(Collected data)
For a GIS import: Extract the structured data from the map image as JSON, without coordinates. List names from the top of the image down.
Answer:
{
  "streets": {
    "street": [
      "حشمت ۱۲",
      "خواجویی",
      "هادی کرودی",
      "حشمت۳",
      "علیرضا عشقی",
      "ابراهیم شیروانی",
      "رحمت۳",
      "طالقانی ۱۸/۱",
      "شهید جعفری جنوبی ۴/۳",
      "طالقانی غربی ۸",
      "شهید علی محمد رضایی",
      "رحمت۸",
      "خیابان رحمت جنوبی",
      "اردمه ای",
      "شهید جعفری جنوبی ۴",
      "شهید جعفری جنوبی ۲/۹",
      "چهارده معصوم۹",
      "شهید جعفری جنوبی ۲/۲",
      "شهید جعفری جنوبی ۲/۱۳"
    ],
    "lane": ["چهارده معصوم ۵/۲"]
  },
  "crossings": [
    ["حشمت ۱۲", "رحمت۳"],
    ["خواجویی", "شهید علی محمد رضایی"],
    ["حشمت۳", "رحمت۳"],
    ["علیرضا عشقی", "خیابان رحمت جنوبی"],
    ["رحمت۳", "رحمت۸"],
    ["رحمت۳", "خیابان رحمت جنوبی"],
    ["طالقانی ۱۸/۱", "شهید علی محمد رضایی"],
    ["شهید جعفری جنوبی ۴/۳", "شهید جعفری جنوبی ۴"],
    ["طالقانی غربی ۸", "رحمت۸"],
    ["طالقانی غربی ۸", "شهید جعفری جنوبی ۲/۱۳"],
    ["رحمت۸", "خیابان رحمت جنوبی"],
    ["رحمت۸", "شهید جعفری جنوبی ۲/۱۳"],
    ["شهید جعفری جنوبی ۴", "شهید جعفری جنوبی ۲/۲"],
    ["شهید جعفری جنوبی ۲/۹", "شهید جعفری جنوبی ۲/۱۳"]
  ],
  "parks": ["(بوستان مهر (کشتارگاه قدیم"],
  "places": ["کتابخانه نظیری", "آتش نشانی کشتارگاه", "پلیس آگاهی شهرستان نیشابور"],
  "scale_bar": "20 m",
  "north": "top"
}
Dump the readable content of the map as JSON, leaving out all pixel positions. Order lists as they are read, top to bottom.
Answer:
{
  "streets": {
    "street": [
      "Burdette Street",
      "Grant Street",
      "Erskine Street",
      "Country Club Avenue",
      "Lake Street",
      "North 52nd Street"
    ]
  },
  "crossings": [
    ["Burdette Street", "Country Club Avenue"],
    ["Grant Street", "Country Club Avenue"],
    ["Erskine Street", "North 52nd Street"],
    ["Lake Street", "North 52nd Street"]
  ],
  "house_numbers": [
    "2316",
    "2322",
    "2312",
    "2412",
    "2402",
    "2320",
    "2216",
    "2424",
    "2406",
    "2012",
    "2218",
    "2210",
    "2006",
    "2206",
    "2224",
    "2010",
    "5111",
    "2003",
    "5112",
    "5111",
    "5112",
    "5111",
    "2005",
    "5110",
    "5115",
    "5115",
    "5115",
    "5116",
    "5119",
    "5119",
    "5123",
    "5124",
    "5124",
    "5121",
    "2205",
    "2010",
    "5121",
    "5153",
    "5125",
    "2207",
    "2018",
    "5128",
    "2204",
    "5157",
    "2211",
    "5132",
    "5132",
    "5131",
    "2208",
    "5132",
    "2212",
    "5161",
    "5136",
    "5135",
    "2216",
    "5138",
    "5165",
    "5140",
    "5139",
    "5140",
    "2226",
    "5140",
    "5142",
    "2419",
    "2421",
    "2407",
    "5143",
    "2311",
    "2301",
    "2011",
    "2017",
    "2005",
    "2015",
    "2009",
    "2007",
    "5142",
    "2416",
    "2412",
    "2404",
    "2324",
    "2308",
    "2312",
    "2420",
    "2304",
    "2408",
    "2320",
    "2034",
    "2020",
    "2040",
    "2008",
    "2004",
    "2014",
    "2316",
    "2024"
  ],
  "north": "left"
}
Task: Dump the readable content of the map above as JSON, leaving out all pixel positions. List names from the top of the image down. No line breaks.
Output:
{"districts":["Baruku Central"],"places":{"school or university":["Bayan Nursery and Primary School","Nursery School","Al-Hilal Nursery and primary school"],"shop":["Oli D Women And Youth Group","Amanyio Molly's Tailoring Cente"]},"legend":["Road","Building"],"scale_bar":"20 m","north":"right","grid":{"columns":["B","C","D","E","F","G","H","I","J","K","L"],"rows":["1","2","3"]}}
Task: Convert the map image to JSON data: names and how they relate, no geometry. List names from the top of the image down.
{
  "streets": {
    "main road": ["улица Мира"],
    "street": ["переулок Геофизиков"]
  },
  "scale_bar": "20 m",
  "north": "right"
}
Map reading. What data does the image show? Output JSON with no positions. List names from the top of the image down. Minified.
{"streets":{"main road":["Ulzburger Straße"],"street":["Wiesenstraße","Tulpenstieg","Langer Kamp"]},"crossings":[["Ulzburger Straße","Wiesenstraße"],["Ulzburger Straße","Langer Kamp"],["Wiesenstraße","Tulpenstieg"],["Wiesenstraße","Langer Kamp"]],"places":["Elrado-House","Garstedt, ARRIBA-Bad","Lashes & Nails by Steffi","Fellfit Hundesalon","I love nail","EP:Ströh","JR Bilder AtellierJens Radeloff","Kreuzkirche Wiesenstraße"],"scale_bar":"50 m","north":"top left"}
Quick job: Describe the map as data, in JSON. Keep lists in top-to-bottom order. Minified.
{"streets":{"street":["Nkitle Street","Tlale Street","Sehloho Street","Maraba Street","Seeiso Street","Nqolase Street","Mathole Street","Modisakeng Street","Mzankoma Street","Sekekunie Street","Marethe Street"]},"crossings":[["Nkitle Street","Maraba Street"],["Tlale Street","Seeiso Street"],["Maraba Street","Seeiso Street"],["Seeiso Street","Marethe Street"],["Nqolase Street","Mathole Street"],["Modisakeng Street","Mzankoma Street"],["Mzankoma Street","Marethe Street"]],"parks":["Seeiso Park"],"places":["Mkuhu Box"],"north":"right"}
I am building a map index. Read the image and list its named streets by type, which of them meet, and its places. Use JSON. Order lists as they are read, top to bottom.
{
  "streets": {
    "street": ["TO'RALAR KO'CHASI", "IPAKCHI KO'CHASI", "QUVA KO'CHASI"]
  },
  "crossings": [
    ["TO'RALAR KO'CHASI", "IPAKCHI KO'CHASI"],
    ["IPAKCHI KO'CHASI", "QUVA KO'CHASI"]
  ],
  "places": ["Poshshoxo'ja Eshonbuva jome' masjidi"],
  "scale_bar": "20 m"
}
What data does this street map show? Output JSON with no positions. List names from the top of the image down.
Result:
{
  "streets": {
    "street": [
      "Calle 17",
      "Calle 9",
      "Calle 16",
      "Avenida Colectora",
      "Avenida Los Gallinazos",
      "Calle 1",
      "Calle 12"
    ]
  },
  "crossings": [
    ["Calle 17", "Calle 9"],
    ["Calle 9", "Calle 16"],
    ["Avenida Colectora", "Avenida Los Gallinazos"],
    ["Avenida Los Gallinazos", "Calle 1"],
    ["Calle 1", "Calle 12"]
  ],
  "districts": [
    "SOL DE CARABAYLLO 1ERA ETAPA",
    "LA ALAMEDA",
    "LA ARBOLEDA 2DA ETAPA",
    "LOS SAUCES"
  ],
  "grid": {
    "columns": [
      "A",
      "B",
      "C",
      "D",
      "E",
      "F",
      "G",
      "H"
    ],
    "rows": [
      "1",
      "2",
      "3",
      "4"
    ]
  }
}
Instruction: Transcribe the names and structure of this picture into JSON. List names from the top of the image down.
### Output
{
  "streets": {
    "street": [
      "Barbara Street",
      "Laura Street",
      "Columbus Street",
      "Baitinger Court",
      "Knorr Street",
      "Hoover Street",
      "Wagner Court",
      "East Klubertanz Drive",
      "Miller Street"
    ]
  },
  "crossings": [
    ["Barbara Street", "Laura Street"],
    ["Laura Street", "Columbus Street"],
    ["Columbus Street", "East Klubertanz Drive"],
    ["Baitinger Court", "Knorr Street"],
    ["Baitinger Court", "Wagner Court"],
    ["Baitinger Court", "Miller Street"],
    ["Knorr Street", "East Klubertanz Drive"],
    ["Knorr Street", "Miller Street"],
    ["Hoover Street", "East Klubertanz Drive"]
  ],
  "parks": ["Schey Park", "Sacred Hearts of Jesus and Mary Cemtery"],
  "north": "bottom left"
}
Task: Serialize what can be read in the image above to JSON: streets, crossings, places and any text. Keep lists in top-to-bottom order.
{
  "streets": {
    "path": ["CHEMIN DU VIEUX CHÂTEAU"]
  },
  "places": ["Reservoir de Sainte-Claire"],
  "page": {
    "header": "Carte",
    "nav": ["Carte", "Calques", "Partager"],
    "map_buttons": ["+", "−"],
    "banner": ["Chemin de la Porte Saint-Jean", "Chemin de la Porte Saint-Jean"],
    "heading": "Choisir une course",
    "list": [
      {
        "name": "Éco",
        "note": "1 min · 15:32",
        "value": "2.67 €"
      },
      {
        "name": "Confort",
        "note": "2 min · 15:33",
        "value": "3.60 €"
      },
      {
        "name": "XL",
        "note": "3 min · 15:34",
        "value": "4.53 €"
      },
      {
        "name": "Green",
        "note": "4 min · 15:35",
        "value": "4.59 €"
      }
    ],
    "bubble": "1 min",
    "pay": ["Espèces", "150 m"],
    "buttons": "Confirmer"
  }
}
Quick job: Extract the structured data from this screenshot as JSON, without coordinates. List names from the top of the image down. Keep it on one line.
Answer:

Problem to work on: Your task is to restate, word for word, each line from the one that includes "Quick job: Extract" to the end of the records, with both ends included and nothing else.

Answer to the problem:
Quick job: Extract the structured data from this screenshot as JSON, without coordinates. List names from the top of the image down. Keep it on one line.
Answer:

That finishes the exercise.